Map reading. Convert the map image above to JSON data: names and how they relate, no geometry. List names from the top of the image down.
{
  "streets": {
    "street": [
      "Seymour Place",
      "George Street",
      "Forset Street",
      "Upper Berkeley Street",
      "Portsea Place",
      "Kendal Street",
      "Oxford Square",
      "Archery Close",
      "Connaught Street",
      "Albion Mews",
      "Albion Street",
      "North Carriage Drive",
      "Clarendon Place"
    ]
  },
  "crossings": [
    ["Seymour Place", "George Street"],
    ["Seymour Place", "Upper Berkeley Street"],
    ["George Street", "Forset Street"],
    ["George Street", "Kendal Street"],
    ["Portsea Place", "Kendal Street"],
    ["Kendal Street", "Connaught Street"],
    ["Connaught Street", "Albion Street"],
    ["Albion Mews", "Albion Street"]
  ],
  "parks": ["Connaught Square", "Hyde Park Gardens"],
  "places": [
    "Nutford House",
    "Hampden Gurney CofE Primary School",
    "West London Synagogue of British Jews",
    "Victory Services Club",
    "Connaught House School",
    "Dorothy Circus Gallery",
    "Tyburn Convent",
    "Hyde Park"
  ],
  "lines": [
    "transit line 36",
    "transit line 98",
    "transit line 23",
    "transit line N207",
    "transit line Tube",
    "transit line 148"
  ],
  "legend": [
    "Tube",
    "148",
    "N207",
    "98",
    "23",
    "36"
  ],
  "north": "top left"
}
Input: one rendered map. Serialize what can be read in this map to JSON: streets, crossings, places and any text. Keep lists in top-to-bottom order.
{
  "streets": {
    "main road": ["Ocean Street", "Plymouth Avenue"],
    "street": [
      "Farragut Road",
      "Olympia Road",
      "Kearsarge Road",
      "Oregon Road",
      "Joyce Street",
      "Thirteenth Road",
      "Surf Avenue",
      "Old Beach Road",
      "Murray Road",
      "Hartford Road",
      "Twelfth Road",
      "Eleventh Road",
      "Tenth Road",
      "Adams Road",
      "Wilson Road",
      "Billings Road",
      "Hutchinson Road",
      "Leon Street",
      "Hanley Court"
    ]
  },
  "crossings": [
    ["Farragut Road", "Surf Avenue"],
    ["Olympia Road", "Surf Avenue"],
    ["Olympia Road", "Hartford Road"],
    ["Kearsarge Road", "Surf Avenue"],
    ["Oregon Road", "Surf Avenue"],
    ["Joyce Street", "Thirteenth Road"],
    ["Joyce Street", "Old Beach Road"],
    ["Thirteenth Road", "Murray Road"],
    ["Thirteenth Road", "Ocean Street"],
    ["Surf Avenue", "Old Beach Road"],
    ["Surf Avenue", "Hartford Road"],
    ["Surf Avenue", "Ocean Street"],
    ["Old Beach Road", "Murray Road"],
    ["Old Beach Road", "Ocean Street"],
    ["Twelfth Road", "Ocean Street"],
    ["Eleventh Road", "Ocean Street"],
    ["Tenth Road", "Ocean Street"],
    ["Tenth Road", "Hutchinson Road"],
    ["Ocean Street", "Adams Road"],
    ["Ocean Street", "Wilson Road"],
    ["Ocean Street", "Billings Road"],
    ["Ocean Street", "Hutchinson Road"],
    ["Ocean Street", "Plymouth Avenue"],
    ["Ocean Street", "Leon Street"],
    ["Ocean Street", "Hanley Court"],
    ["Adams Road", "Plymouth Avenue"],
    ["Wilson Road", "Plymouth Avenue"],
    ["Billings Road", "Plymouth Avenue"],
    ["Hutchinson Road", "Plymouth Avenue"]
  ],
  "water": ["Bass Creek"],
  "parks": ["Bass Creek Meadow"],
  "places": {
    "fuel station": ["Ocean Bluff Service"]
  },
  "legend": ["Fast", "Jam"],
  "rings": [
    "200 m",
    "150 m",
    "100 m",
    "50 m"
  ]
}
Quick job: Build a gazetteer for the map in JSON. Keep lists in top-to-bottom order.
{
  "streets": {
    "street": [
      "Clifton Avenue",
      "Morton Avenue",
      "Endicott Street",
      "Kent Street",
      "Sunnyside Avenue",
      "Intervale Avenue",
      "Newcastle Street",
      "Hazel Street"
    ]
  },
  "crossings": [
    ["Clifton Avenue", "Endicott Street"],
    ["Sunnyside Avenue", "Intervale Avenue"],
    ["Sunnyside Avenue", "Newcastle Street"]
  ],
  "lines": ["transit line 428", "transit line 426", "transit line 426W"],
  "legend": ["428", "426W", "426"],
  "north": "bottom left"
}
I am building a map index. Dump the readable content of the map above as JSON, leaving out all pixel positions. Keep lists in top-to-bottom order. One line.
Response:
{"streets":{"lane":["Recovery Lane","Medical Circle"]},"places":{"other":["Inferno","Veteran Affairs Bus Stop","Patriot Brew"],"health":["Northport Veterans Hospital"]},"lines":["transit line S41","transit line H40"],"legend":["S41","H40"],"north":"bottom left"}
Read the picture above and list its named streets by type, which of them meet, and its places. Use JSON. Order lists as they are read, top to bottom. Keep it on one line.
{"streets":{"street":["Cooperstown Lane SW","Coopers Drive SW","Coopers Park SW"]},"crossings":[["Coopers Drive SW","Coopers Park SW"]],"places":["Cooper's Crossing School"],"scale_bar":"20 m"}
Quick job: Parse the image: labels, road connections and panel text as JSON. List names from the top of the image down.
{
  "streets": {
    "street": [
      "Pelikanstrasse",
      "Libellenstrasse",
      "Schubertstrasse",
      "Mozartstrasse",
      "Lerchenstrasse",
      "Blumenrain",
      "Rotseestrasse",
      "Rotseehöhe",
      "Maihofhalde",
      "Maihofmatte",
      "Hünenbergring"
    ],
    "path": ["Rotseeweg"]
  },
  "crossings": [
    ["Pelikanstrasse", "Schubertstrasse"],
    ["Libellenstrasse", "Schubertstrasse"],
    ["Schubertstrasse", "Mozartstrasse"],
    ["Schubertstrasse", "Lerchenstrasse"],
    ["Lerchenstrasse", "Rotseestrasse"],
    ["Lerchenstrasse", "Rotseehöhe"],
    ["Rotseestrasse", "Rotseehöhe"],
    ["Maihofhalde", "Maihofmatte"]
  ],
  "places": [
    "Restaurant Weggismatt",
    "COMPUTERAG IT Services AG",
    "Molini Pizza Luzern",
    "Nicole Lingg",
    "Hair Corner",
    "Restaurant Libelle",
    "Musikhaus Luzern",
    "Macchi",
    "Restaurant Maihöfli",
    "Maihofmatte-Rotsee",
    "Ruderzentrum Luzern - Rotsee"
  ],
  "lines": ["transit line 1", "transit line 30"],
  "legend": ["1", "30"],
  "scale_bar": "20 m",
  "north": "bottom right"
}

───

# Activity
Retype all the material above precisely, with no line left out.

# Your solution
Map reading. Convert the map image above to JSON data: names and how they relate, no geometry. List names from the top of the image down.
{
  "streets": {
    "street": [
      "Seymour Place",
      "George Street",
      "Forset Street",
      "Upper Berkeley Street",
      "Portsea Place",
      "Kendal Street",
      "Oxford Square",
      "Archery Close",
      "Connaught Street",
      "Albion Mews",
      "Albion Street",
      "North Carriage Drive",
      "Clarendon Place"
    ]
  },
  "crossings": [
    ["Seymour Place", "George Street"],
    ["Seymour Place", "Upper Berkeley Street"],
    ["George Street", "Forset Street"],
    ["George Street", "Kendal Street"],
    ["Portsea Place", "Kendal Street"],
    ["Kendal Street", "Connaught Street"],
    ["Connaught Street", "Albion Street"],
    ["Albion Mews", "Albion Street"]
  ],
  "parks": ["Connaught Square", "Hyde Park Gardens"],
  "places": [
    "Nutford House",
    "Hampden Gurney CofE Primary School",
    "West London Synagogue of British Jews",
    "Victory Services Club",
    "Connaught House School",
    "Dorothy Circus Gallery",
    "Tyburn Convent",
    "Hyde Park"
  ],
  "lines": [
    "transit line 36",
    "transit line 98",
    "transit line 23",
    "transit line N207",
    "transit line Tube",
    "transit line 148"
  ],
  "legend": [
    "Tube",
    "148",
    "N207",
    "98",
    "23",
    "36"
  ],
  "north": "top left"
}
Input: one rendered map. Serialize what can be read in this map to JSON: streets, crossings, places and any text. Keep lists in top-to-bottom order.
{
  "streets": {
    "main road": ["Ocean Street", "Plymouth Avenue"],
    "street": [
      "Farragut Road",
      "Olympia Road",
      "Kearsarge Road",
      "Oregon Road",
      "Joyce Street",
      "Thirteenth Road",
      "Surf Avenue",
      "Old Beach Road",
      "Murray Road",
      "Hartford Road",
      "Twelfth Road",
      "Eleventh Road",
      "Tenth Road",
      "Adams Road",
      "Wilson Road",
      "Billings Road",
      "Hutchinson Road",
      "Leon Street",
      "Hanley Court"
    ]
  },
  "crossings": [
    ["Farragut Road", "Surf Avenue"],
    ["Olympia Road", "Surf Avenue"],
    ["Olympia Road", "Hartford Road"],
    ["Kearsarge Road", "Surf Avenue"],
    ["Oregon Road", "Surf Avenue"],
    ["Joyce Street", "Thirteenth Road"],
    ["Joyce Street", "Old Beach Road"],
    ["Thirteenth Road", "Murray Road"],
    ["Thirteenth Road", "Ocean Street"],
    ["Surf Avenue", "Old Beach Road"],
    ["Surf Avenue", "Hartford Road"],
    ["Surf Avenue", "Ocean Street"],
    ["Old Beach Road", "Murray Road"],
    ["Old Beach Road", "Ocean Street"],
    ["Twelfth Road", "Ocean Street"],
    ["Eleventh Road", "Ocean Street"],
    ["Tenth Road", "Ocean Street"],
    ["Tenth Road", "Hutchinson Road"],
    ["Ocean Street", "Adams Road"],
    ["Ocean Street", "Wilson Road"],
    ["Ocean Street", "Billings Road"],
    ["Ocean Street", "Hutchinson Road"],
    ["Ocean Street", "Plymouth Avenue"],
    ["Ocean Street", "Leon Street"],
    ["Ocean Street", "Hanley Court"],
    ["Adams Road", "Plymouth Avenue"],
    ["Wilson Road", "Plymouth Avenue"],
    ["Billings Road", "Plymouth Avenue"],
    ["Hutchinson Road", "Plymouth Avenue"]
  ],
  "water": ["Bass Creek"],
  "parks": ["Bass Creek Meadow"],
  "places": {
    "fuel station": ["Ocean Bluff Service"]
  },
  "legend": ["Fast", "Jam"],
  "rings": [
    "200 m",
    "150 m",
    "100 m",
    "50 m"
  ]
}
Quick job: Build a gazetteer for the map in JSON. Keep lists in top-to-bottom order.
{
  "streets": {
    "street": [
      "Clifton Avenue",
      "Morton Avenue",
      "Endicott Street",
      "Kent Street",
      "Sunnyside Avenue",
      "Intervale Avenue",
      "Newcastle Street",
      "Hazel Street"
    ]
  },
  "crossings": [
    ["Clifton Avenue", "Endicott Street"],
    ["Sunnyside Avenue", "Intervale Avenue"],
    ["Sunnyside Avenue", "Newcastle Street"]
  ],
  "lines": ["transit line 428", "transit line 426", "transit line 426W"],
  "legend": ["428", "426W", "426"],
  "north": "bottom left"
}
I am building a map index. Dump the readable content of the map above as JSON, leaving out all pixel positions. Keep lists in top-to-bottom order. One line.
Response:
{"streets":{"lane":["Recovery Lane","Medical Circle"]},"places":{"other":["Inferno","Veteran Affairs Bus Stop","Patriot Brew"],"health":["Northport Veterans Hospital"]},"lines":["transit line S41","transit line H40"],"legend":["S41","H40"],"north":"bottom left"}
Read the picture above and list its named streets by type, which of them meet, and its places. Use JSON. Order lists as they are read, top to bottom. Keep it on one line.
{"streets":{"street":["Cooperstown Lane SW","Coopers Drive SW","Coopers Park SW"]},"crossings":[["Coopers Drive SW","Coopers Park SW"]],"places":["Cooper's Crossing School"],"scale_bar":"20 m"}
Quick job: Parse the image: labels, road connections and panel text as JSON. List names from the top of the image down.
{
  "streets": {
    "street": [
      "Pelikanstrasse",
      "Libellenstrasse",
      "Schubertstrasse",
      "Mozartstrasse",
      "Lerchenstrasse",
      "Blumenrain",
      "Rotseestrasse",
      "Rotseehöhe",
      "Maihofhalde",
      "Maihofmatte",
      "Hünenbergring"
    ],
    "path": ["Rotseeweg"]
  },
  "crossings": [
    ["Pelikanstrasse", "Schubertstrasse"],
    ["Libellenstrasse", "Schubertstrasse"],
    ["Schubertstrasse", "Mozartstrasse"],
    ["Schubertstrasse", "Lerchenstrasse"],
    ["Lerchenstrasse", "Rotseestrasse"],
    ["Lerchenstrasse", "Rotseehöhe"],
    ["Rotseestrasse", "Rotseehöhe"],
    ["Maihofhalde", "Maihofmatte"]
  ],
  "places": [
    "Restaurant Weggismatt",
    "COMPUTERAG IT Services AG",
    "Molini Pizza Luzern",
    "Nicole Lingg",
    "Hair Corner",
    "Restaurant Libelle",
    "Musikhaus Luzern",
    "Macchi",
    "Restaurant Maihöfli",
    "Maihofmatte-Rotsee",
    "Ruderzentrum Luzern - Rotsee"
  ],
  "lines": ["transit line 1", "transit line 30"],
  "legend": ["1", "30"],
  "scale_bar": "20 m",
  "north": "bottom right"
}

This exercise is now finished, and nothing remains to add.